ESPAGNE : UN ESPACE S'OUVRE POUR UN SALVINI ESPAGNOL

Traduction d'un article d'Enric Juliana ( La Vanguardia 25/07/2019 "En Espagne commencent à se présenter les conditions d'une forte tempête populiste de caractère anti-politique" " Rivera pourrait être le Salvini espagnol"

Traduction personnelle d'une partie d'un article de la Vanguardia

(....)" La politique commence à être illisible pour trop de gens en Espagne. L'épaisseur de la complication ne tardera pas à provoquer une demande accrue de simplification.Ceux qui offriront une simplification plus lisible seront les gagnants dans les mois qui viennent. Cela pourra se produire lors d'une prochaine séance d'investiture d'ici le 25 septembre ou après de nouvelles elections le 10 novembre.

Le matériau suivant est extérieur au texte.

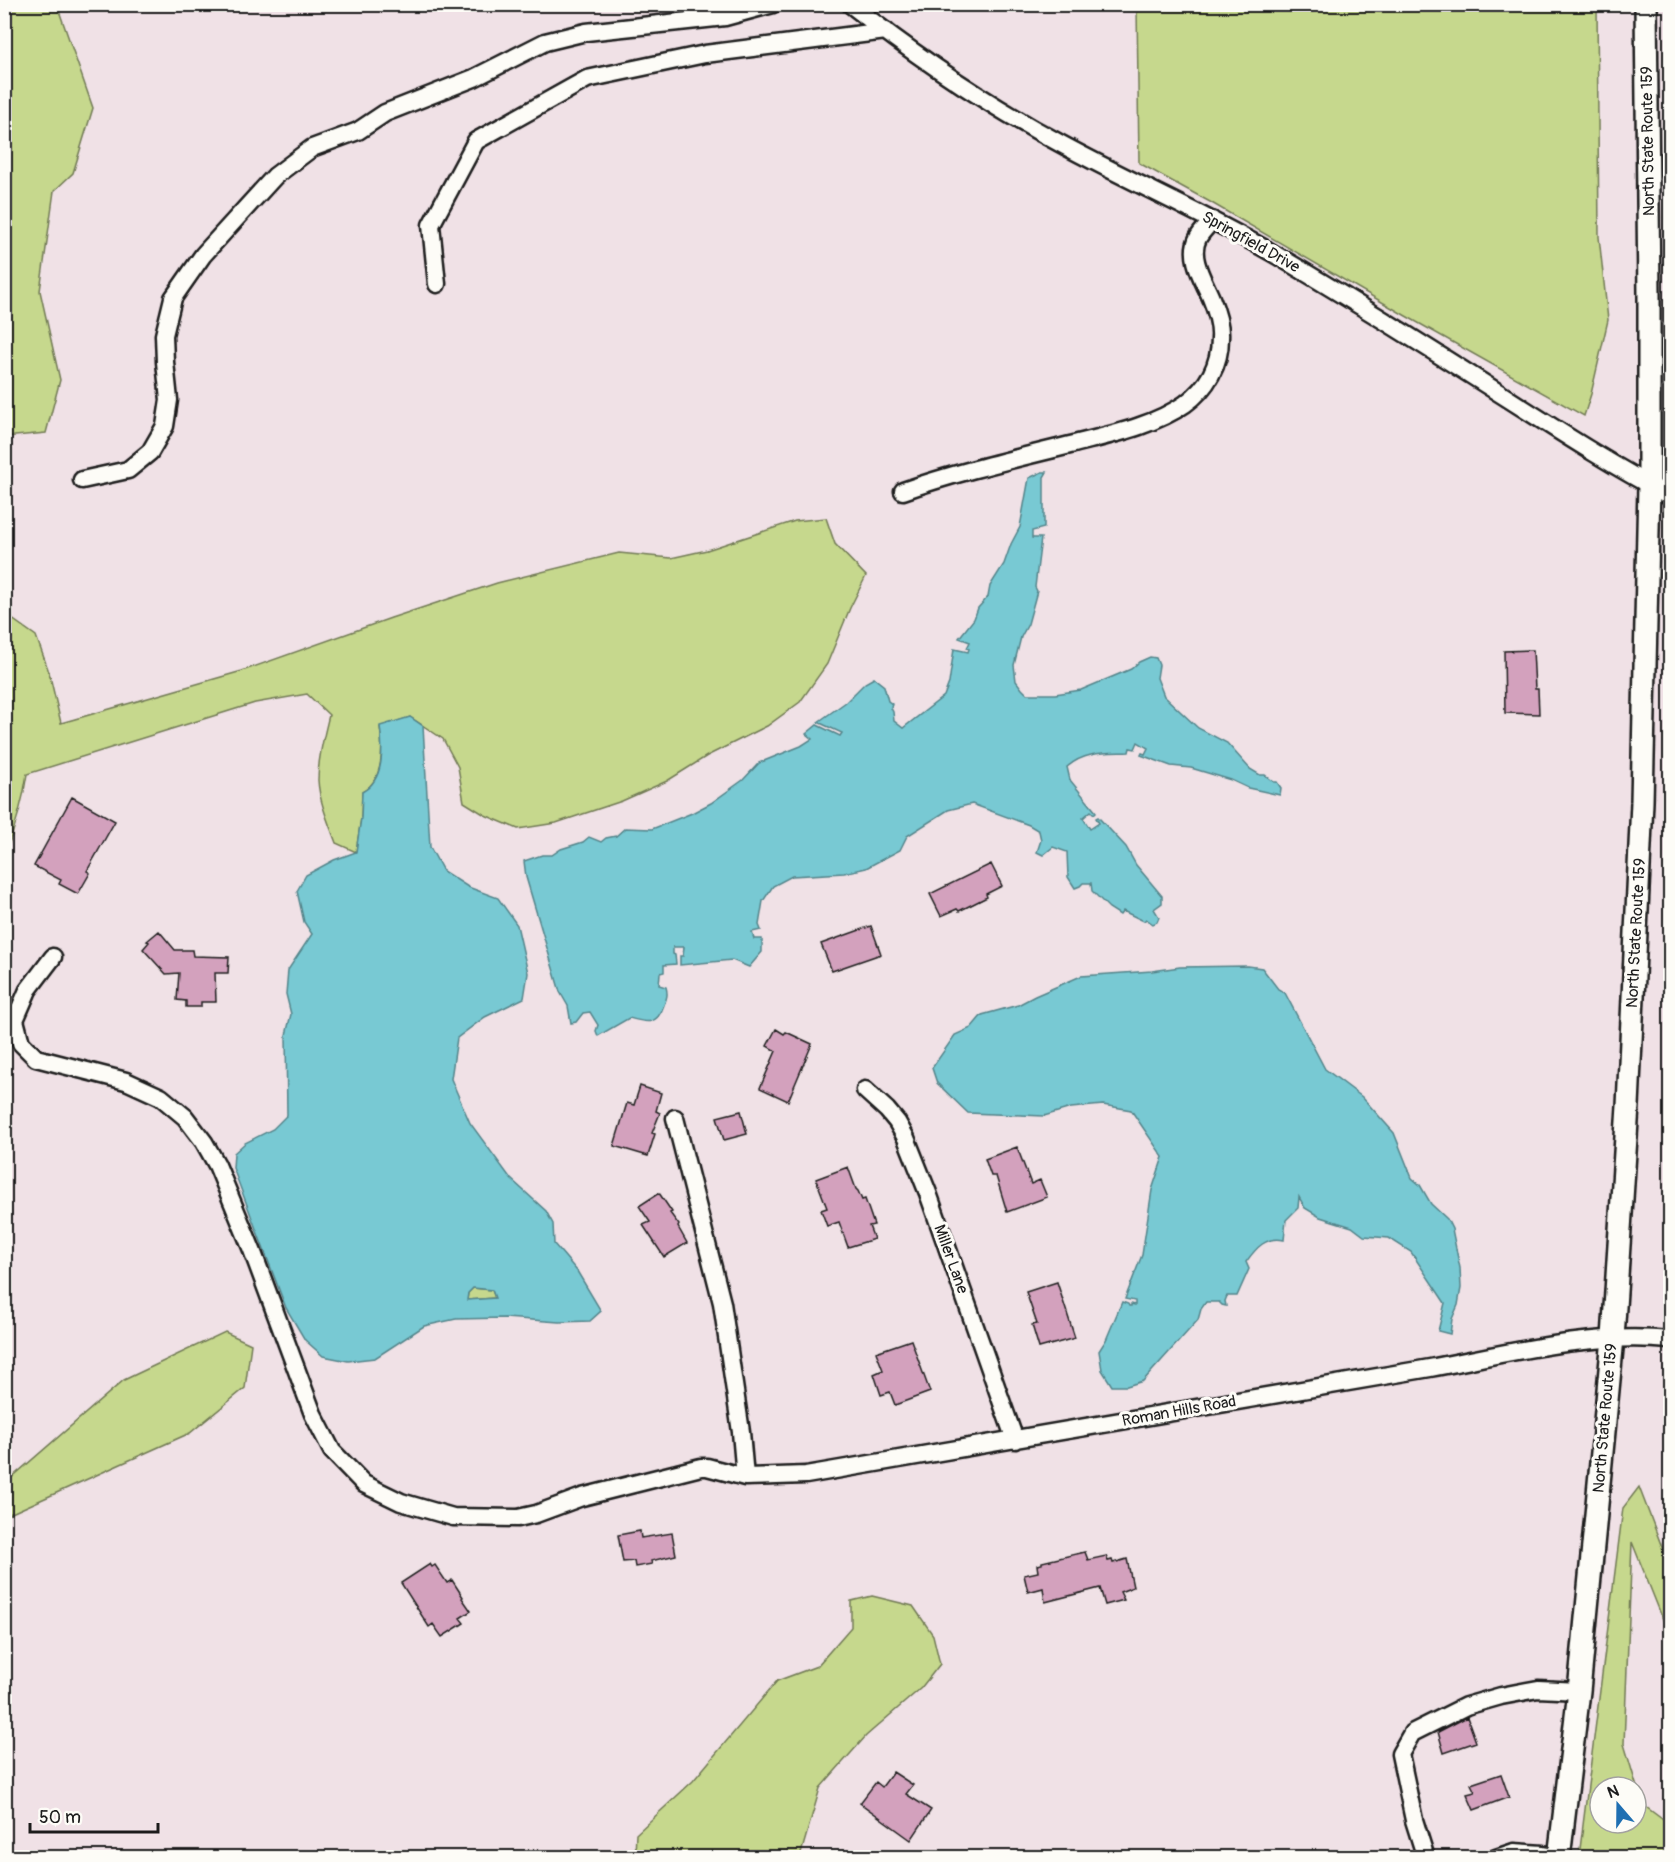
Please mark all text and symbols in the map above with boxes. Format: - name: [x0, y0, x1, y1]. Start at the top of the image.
- street label: North State Route 159: [1637, 66, 1659, 216]
- street label: Springfield Drive: [1199, 207, 1304, 277]
- street label: North State Route 159: [1622, 858, 1650, 1008]
- street label: Miller Lane: [929, 1222, 973, 1296]
- street label: North State Route 159: [1589, 1342, 1621, 1494]
- street label: Roman Hills Road: [1120, 1391, 1238, 1431]
- north arrow: [1588, 1775, 1648, 1835]
- text: N: [1605, 1781, 1622, 1803]
- scale bar: [30, 1796, 158, 1834]
- text: 50 m: [39, 1806, 81, 1829]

Les Espagnols ne connaissent pas leur chance d'avoir un Santiago Abascal qui n'a pas la moitié du talent politique, ni la moitié de la moitié de la capacité oratoire de Matteo Salvini" me commentait récemment un observateur italien. Il voyait juste. En Espagne commencent à se produire les conditions d'une forte tempête populiste à caractère anti-politique qui, si elle a lieu, n'aura rien à voir avec les indignés ni avec les banderoles du 15M. Il suffira qu'il surgisse un personnage doté d'un certain talent en matière de communication politique, prêt à devenir le nouveau tribun du malaise.

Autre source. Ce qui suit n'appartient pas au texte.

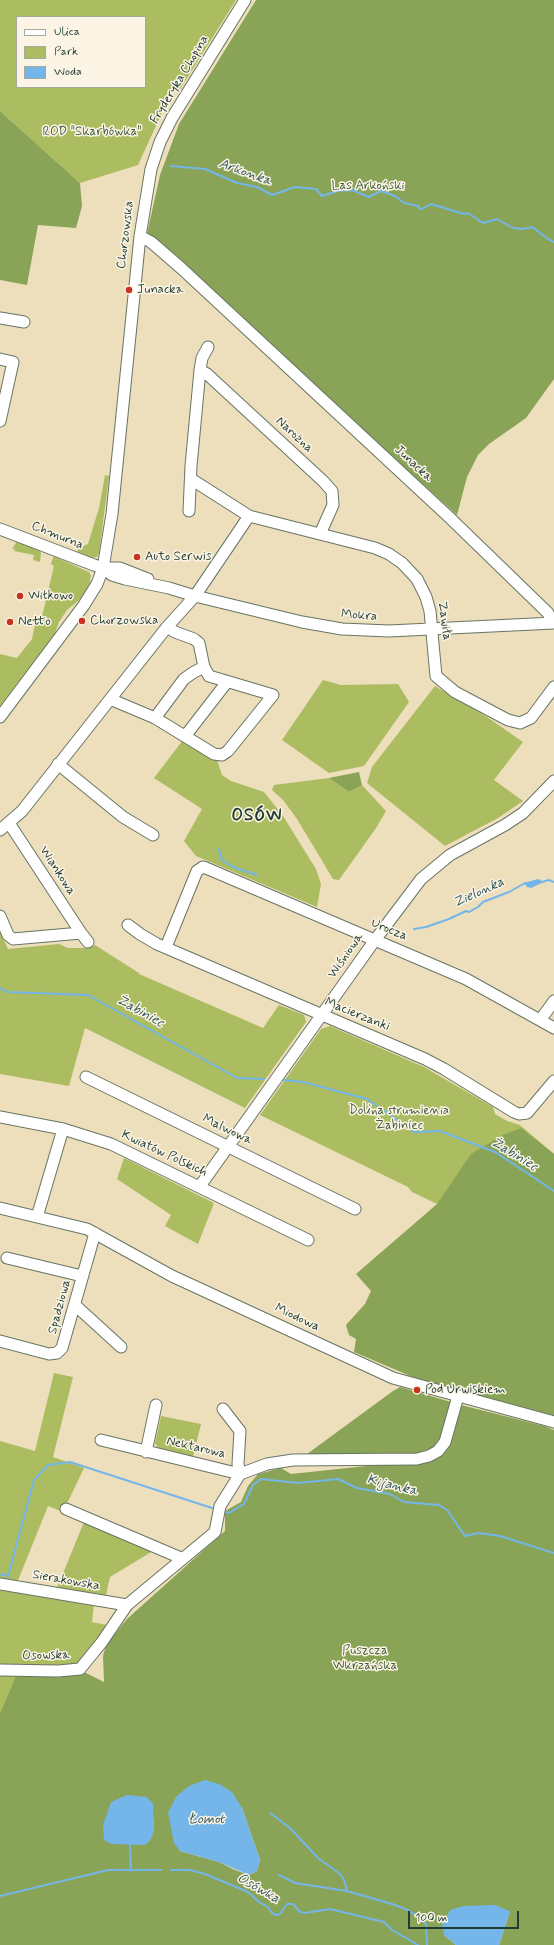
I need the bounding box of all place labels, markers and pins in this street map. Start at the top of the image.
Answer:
place label: Junacka [137,282,183,298]
marker: Junacka [124,285,134,295]
place label: Auto Serwis [145,549,211,565]
marker: Auto Serwis [132,552,142,562]
place label: Witkowo [28,588,73,604]
marker: Witkowo [15,591,25,601]
place label: Chorzowska [90,613,158,629]
place label: Netto [18,614,51,630]
marker: Chorzowska [77,616,87,626]
marker: Netto [5,617,15,627]
place label: Pod Urwiskiem [425,1382,506,1398]
marker: Pod Urwiskiem [412,1385,422,1395]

Abascal, un homme qui du haut de la tribune du Congrès  évoque l'assassinat de Calvo Sotelo, ne sera pas le tribun d'une Espagne stressée, digitalisée et furieuse contre la politique. Le spectacle atroce que nous avons vécu ces derniers jours, accéléré jusqu'à des extrêmes démentiels par les dispositifs digitaux, exacerbe la possibilité de cette nouvelle vague populiste. Rivera est en train de le pressentir, Rivera qui a commencé à parler de "la bande" pour se référer à ses adversaires politiques. C'est le langage de Salvini. Rivera pourrait être le Salvini espagnol. Il y a des gens qui le conseillent.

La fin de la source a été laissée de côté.